Plusieurs voies nous semblent devoir être privilégiées, visant à redonner un attrait suffisant à l’investissement dans le logement locatif privé, développées dans un note dédiée des Forums Mac Mahon6.


Nous en retenons quatre ici :

• Ne pas brider la rémunération des investisseurs par des plafonnements des loyers, dont l’effet destructeur à moyen terme sur l’offre est amplement démontré ;


• Alléger la contrainte réglementaire, de façon générale, et plus particulièrement sur le rythme d’adaptation aux objectifs d’économie d’énergie ;


• Etendre progressivement la protection contre le risque de Retrait Gonflement des Argiles, qui menace dans un rythme aléatoire la moitié du parc, en le mutualisant sur l’ensemble de la population par le dispositif de garantie des catastrophes naturelles, et en engageant dès à présent la mobilisation des fonds nécessaires en ajustant la prime de garantie des catastrophes naturelles. Ce dispositif ne serait au demeurant pas limité à l’habitat locatif ;


• L’immobilier locatif pour le propriétaire fortuné est bien loin d’être une rente grâce à laquelle il s’enrichit en dormant, et d’autant moins qu’il est plus fortuné. L’immobilier, non délocalisable, est par contre une très importante ressource pour l’Etat, qui en retire près de 30%7 de ses recettes fiscales (qui s’élevaient au total à 295,7 Md euros en 2021), alors que ce secteur ne représente que 22% du PIB : une véritable vache à lait.
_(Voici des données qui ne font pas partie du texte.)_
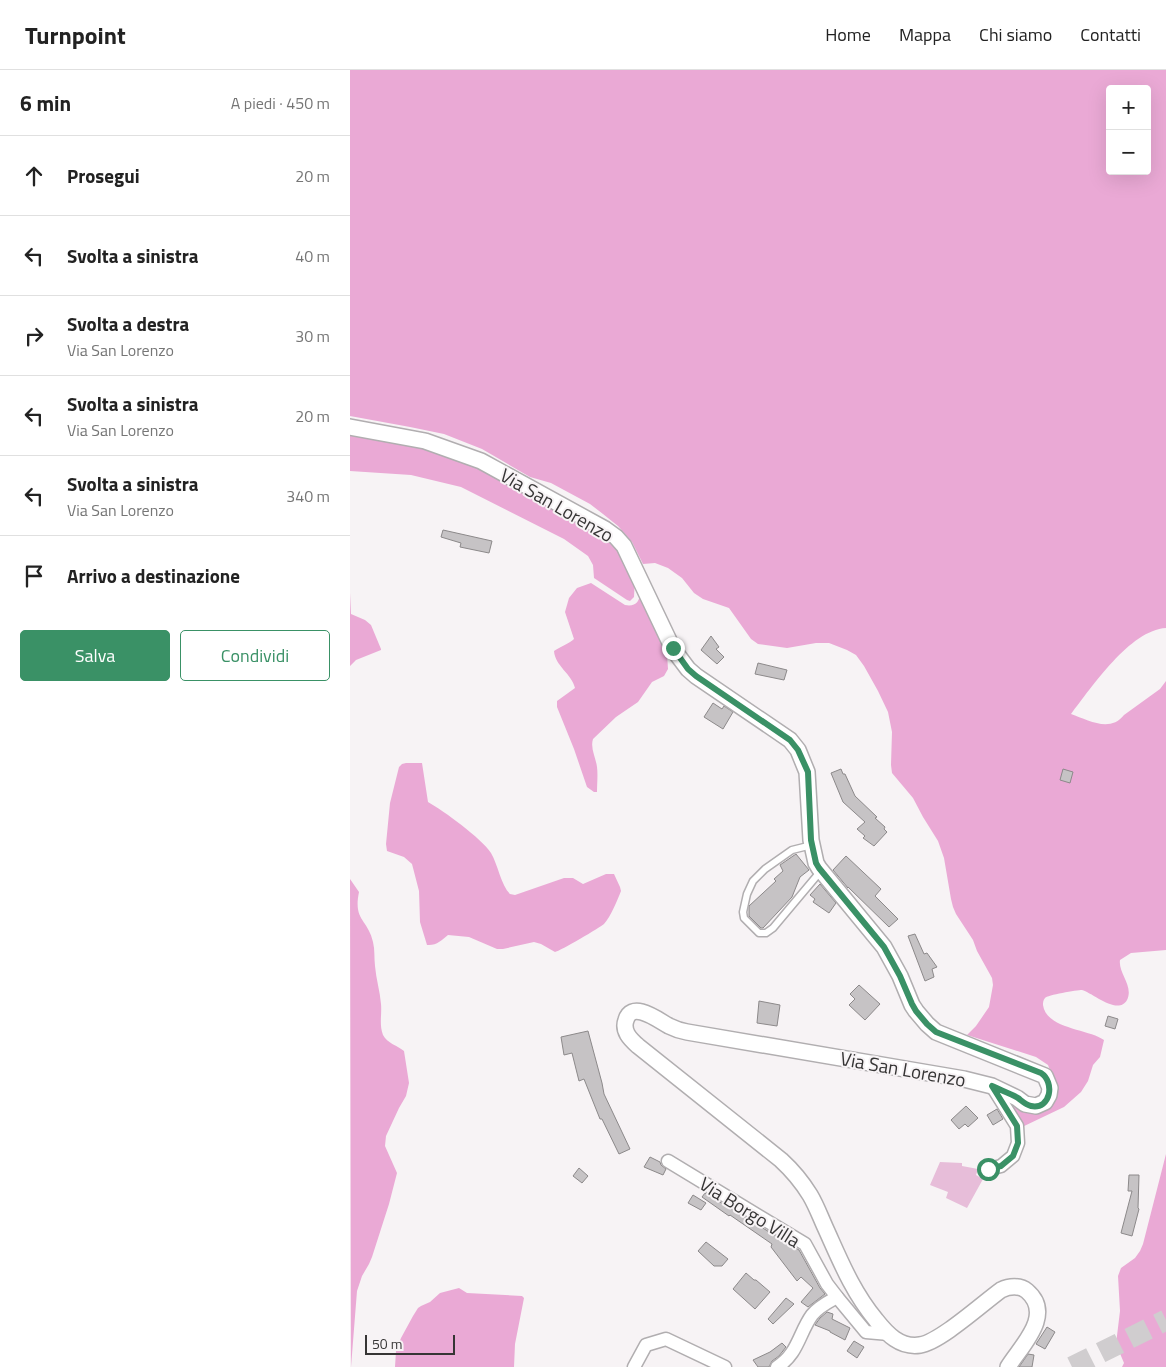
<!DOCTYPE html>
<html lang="it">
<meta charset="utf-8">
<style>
:root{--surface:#fff;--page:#f2f2f2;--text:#222;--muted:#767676;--line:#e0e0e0;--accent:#3a9166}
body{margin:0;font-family:"Titillium Web",sans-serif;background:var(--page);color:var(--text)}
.controls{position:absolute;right:15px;top:15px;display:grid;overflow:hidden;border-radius:5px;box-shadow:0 5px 20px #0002}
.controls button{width:45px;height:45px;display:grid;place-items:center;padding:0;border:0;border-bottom:1px solid var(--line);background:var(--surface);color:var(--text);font:25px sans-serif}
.scale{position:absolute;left:15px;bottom:12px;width:90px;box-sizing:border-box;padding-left:5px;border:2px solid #363535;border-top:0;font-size:14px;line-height:18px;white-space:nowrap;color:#363535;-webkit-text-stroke:4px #f7f3f5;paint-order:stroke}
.stop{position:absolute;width:15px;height:15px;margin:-11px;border:4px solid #3a9166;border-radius:50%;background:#fff}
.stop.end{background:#3a9166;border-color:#fff;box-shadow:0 1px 5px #0008}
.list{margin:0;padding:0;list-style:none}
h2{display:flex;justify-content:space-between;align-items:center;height:65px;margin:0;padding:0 20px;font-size:21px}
h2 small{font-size:16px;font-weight:400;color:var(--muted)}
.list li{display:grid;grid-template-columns:32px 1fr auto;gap:15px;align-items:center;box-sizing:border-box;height:80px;padding:0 20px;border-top:1px solid var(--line)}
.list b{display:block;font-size:19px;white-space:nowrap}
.list p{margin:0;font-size:16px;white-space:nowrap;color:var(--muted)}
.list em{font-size:16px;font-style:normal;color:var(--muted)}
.actions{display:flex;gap:10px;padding:15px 20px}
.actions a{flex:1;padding:11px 0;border:1px solid var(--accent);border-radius:5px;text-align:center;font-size:18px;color:var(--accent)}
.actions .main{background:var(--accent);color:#fff}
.icon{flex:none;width:28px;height:28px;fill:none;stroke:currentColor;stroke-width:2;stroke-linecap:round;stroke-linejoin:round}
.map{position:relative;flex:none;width:816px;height:1297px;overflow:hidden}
header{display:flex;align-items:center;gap:30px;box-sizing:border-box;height:70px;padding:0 25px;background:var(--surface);border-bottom:1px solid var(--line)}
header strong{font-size:24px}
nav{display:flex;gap:28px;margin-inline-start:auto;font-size:18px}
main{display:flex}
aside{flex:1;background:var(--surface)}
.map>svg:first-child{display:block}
</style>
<header>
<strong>Turnpoint</strong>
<nav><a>Home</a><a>Mappa</a><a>Chi siamo</a><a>Contatti</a></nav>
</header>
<main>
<aside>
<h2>6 min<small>A piedi · 450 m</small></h2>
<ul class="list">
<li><svg class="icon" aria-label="ahead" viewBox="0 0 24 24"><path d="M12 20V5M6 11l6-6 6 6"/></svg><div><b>Prosegui</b></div><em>20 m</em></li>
<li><svg class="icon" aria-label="left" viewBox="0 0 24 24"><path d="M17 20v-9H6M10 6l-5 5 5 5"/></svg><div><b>Svolta a sinistra</b></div><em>40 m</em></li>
<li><svg class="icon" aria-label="right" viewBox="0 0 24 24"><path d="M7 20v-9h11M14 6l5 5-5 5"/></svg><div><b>Svolta a destra</b><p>Via San Lorenzo</p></div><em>30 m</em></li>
<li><svg class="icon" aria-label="left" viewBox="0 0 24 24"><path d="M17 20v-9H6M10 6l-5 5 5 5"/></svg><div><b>Svolta a sinistra</b><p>Via San Lorenzo</p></div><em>20 m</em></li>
<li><svg class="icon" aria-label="left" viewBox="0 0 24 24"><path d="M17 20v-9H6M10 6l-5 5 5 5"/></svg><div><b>Svolta a sinistra</b><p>Via San Lorenzo</p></div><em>340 m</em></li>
<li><svg class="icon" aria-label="arrive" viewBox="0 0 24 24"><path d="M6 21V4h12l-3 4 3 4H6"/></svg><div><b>Arrivo a destinazione</b></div></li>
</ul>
<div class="actions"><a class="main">Salva</a><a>Condividi</a></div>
</aside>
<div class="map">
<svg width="816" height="1297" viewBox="0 0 816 1297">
<rect width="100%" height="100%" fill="#f7f3f5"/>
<polygon fill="#e7bdd9" points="590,1092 612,1093 612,1096 628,1099 626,1105 633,1109 617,1138 596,1128 598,1122 580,1115"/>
<g fill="#eaa9d5" fill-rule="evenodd">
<path d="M0,0H816V558C780,560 742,617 721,644C738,650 760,663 774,645L810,619L816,611V880L781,883L770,890C768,903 784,916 777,930C768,946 743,923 732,920C727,920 697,925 695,928C693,930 693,933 693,935C696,959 739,959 754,970L750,987L743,995L738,1011L731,1022L714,1037L670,1058L643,1020L682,1036L703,1008L698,995L686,987L617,965L626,956L639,937L643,915L642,908L627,881L623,870L606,844L603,837L601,829L594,788L588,771L573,747L563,728L542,703L541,695L542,662L538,642L528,621L514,596L506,585L497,580L479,573H466L437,578L408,574L401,569L379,538L353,529L344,523L332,508L318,498L305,493L293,494L282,472L268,456L253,444L240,434L201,413L180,407L132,379L94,364L60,357L0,346ZM760,19H797V101H760Z"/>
<polygon points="0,356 91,373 261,462 285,508 284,527 280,531 277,530 244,508 243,495 238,486 214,469 111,417 61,405 0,401"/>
<path d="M241,513L275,535C285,537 290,532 290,522L317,584L318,599L314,606L302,612L288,632L266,647L243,669C240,678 246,688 247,697C248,705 247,714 247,722H244L237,717L224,679L207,637V631L225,618C222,604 205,596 204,581C210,577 220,573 224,569L215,542L219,528L227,518Z"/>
<polygon points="0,523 1,544 15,550 21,555 31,579 31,580 6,590 0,596"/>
<path d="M56,693H72L78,732C94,741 131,768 141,783C148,795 151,815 160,824L165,825L214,808H223L233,814L256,804H264L270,817L271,821C267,831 261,846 254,854C251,857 210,881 205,882L191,874L184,872L153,879H147L119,867L98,865C92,870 86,876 77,875L70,852L69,821L62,794L54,787L37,781L36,774L40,733L49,697L52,694Z"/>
<path d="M0,809L9,822C3,851 18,849 23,872C25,880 24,888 25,896C26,909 30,921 31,934C32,944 29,955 33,965C37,973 48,976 54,981L59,1013L56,1026L49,1038L36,1066L35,1076L47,1103L39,1134L22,1187L19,1194L12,1206L7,1221L1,1297Z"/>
<polygon points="816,1084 816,1297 772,1297 774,1293 766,1274 770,1241 768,1206 771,1198 785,1188 790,1181 793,1174"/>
<polygon points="109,1218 117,1223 172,1226 174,1228 165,1274 164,1297 45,1297 46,1281 51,1268 63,1246 68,1238 71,1236 80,1232 90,1223"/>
</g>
<g fill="#c6c3c5" stroke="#8c898a">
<polygon points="93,460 142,471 139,483 110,477 111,473 91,467"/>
<polygon points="361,566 369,577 366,579 374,587 367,594 351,580"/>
<polygon points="408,593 437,600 434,610 405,604"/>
<polygon points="363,633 372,639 374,636 383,642 373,659 354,647"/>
<polygon points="491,699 493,704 495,704 505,726 527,747 525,748 535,757 534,759 537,762 524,776 513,768 515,766 507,759 515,752 493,732 481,703"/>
<polygon points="713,699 723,702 720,713 710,710"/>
<polygon points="446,784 459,800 450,807 442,827 413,858 411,858 399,846 399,836 426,811 424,809 433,801 430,795"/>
<polygon points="496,786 531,819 525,826 548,849 539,857 498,817 498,818 483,800"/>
<polygon points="470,814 486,833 479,843 463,832 465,829 460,825"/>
<polygon points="565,864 574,884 577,883 587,897 582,899 584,907 575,911 558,866"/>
<polygon points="509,915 530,934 515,950 499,935 505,929 500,924"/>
<polygon points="409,931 430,935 427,956 407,953"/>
<polygon points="758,946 768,949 765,959 755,956"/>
<polygon points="238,961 252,1013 254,1024 280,1079 269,1084 252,1049 250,1049 234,1009 229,1011 222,983 214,985 211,967"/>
<polygon points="616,1036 628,1048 618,1057 615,1054 609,1059 601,1050"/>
<polygon points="647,1039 653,1049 643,1055 637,1045"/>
<polygon points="300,1087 310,1092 311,1095 316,1099 313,1105 294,1097"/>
<polygon points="229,1098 238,1106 232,1113 223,1106"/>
<polygon points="779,1105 789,1105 788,1138 789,1139 782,1166 771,1163 782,1121 778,1121"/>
<polygon points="355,1123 449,1180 470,1218 475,1224 458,1237 451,1232 463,1218 451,1207 447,1211 421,1177 422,1174 380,1145 379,1146 352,1127"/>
<polygon points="343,1125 356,1133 351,1140 338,1133"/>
<polygon points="356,1172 378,1189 372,1196 364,1196 348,1181"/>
<polygon points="396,1203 404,1210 406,1210 420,1222 405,1239 383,1219"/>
<polygon points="436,1228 444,1234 423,1254 418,1249"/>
<polygon points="477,1242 483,1244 482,1249 500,1258 495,1270 480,1262 480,1261 465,1255 470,1248"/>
<polygon points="697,1257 705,1262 695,1279 686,1274"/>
<polygon points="504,1271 514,1277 507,1288 497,1281"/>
<polygon points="432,1273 436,1277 429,1286 422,1291 419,1297 408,1297 403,1290 420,1282"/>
<polygon points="678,1284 684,1285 682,1297 669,1297"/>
</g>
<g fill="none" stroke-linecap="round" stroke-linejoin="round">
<polyline stroke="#d0cdcf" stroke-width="21" stroke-dasharray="21 11" stroke-linecap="butt" points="722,1297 816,1250"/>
<g stroke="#b1aeb0" stroke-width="9">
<polyline id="service" points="462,775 442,780 415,799 403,811 397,824 393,842 394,848 409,863 416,863 423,858 470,802"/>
</g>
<g stroke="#b1aeb0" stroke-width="15">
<g id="minor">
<polyline points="318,1091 455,1174 477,1214 487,1227"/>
<polyline points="639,1099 651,1096 663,1086 668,1073 667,1056 642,1016"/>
<polyline points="284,1297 296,1275 316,1269 375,1297"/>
<path d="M427,1297C448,1284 449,1263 462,1245C468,1237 478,1232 487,1227L516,1262L539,1264"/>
</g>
</g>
<g stroke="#b1aeb0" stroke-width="18">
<path id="tertiary" d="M0,357L75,371L131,391L255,459L266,467L274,476L323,579L338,599L346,606L440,670L448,680L457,702L461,770L466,793L469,798L534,877L550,906L562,935L566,941L577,954L586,962L695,1006L700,1018L699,1025L695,1032L686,1036L675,1034L667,1028L642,1016L614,1009L337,962C331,961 325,959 319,956C308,950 282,930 276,950C272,961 280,969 288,976L431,1090C443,1101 452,1112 460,1125C466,1135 470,1146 475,1157C490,1190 502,1221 526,1250C537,1264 550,1278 570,1275C590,1272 633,1233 651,1220C659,1216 670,1215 677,1221C705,1245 670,1277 658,1297"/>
</g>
<use href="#service" stroke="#fff" stroke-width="6"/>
<use href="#minor" stroke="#fff" stroke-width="12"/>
<use href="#tertiary" stroke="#fff" stroke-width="15"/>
</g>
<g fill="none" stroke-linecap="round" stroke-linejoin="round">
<path stroke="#3a9166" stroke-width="6" d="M323,578L338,599L346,606L440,670L448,680L458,702L461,770L466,793L469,798L534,877L550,906L562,934L566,941L577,954L586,962L691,1003C705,1012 701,1040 681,1036C676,1035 672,1031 668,1028C660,1023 650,1020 642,1016L667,1056L668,1073L663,1086L651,1096L638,1099"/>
</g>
<g text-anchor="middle" stroke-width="4" stroke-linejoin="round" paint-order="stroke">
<g font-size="19" fill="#363535" stroke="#f7f3f5">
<text transform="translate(207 435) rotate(30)" y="7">Via San Lorenzo</text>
<text transform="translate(553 999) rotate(10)" y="7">Via San Lorenzo</text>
<text transform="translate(400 1142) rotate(32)" y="7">Via Borgo Villa</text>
</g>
</g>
</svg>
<div class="controls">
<button>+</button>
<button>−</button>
</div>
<div class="scale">50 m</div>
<div class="stop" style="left:638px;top:1099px"></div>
<div class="stop end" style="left:323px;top:578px"></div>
</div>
</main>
Au moment où l’on va devoir avoir davantage recours aux investisseurs privés, pourquoi ne pas revoir la déductibilité fiscale de certaines améliorations liées à la rénovation énergétique ou aménager l’IFI, au rendement au demeurant décevant, pour en réduire le caractère confiscatoire ? Une étape intermédiaire consistant à faire de cet impôt affectant le patrimoine locatif une charge déductible des revenus immobiliers serait une transformation financièrement globalement gagnante pour l’Etat et les collectivités publiques.


1/https://professionsfinancieres.com/sites/professionsfinancierescom/files...
2/ Source INSEE
3/ Rapport d’informationn°180 (2017-2018) de Mme Dominique ESTROSI SASSONE , fait au nom de la commission des affaires économiques, déposé le 19 décembre 2017
4/https://professionsfinancieres.com/sites/professionsfinancieres.com/file...
5/ Rapport INSEE « France,portrait social Édition 2021 » publié le 25/11/2021 - Section « 24 % des ménages détiennent 68 % des logements possédés par des particuliers »
6/https://professionsfinancieres.com/sites/professionsfinancieres.com/file...
7/ Rapport du compte du logement 2021 du 19/09/2022 et loi de règlement du budget et d’approbation des comptes de l’année 2021


Régis de LAROULLIÈRE, 

Conseil en Stratégie et Gestion des Risques, Co-animateur des Forums Mac Mahon.

Jean VINCENSINI, 

Avocat à la Cour, Co-animateur des Forums Mac Mahon.